[Dataset entries]
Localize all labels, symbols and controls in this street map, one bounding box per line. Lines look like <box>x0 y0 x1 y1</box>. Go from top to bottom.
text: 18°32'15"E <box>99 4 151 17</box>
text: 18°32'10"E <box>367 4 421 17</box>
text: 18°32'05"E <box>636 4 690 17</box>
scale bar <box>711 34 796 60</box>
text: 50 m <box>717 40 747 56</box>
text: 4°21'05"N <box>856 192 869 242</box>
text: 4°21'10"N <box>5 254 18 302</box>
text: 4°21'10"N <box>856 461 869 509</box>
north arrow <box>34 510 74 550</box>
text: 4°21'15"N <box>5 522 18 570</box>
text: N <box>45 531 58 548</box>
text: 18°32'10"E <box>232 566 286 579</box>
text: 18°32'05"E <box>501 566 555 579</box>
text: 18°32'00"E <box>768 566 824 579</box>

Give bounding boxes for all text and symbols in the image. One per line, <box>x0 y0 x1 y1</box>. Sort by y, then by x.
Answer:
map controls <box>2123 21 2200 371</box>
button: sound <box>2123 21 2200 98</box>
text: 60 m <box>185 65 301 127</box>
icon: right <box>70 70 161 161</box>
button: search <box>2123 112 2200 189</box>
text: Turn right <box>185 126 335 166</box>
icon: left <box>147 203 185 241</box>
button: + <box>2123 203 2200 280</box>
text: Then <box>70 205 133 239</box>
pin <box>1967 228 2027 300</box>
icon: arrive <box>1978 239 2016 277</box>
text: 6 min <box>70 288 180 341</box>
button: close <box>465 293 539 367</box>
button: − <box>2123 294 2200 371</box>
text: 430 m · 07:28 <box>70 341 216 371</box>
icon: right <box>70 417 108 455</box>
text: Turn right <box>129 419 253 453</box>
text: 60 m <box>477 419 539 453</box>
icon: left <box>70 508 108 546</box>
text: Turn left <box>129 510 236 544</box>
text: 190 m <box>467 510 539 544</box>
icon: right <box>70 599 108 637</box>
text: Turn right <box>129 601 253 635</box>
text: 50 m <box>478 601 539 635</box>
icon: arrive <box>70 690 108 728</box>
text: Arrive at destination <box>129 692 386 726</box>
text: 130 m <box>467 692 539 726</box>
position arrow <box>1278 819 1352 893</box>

▸ **WORK INSTRUCTION**:
Start at the first line of the entries and stop at the line that contains "Give bounding boxes". Repeat every line in that span exactly, and nothing beyond it.

▸ **RESPONSE TO THE EXERCISE**:
Localize all labels, symbols and controls in this street map, one bounding box per line. Lines look like <box>x0 y0 x1 y1</box>. Go from top to bottom.
text: 18°32'15"E <box>99 4 151 17</box>
text: 18°32'10"E <box>367 4 421 17</box>
text: 18°32'05"E <box>636 4 690 17</box>
scale bar <box>711 34 796 60</box>
text: 50 m <box>717 40 747 56</box>
text: 4°21'05"N <box>856 192 869 242</box>
text: 4°21'10"N <box>5 254 18 302</box>
text: 4°21'10"N <box>856 461 869 509</box>
north arrow <box>34 510 74 550</box>
text: 4°21'15"N <box>5 522 18 570</box>
text: N <box>45 531 58 548</box>
text: 18°32'10"E <box>232 566 286 579</box>
text: 18°32'05"E <box>501 566 555 579</box>
text: 18°32'00"E <box>768 566 824 579</box>

Give bounding boxes for all text and symbols in the image. One per line, <box>x0 y0 x1 y1</box>. Sort by y, then by x.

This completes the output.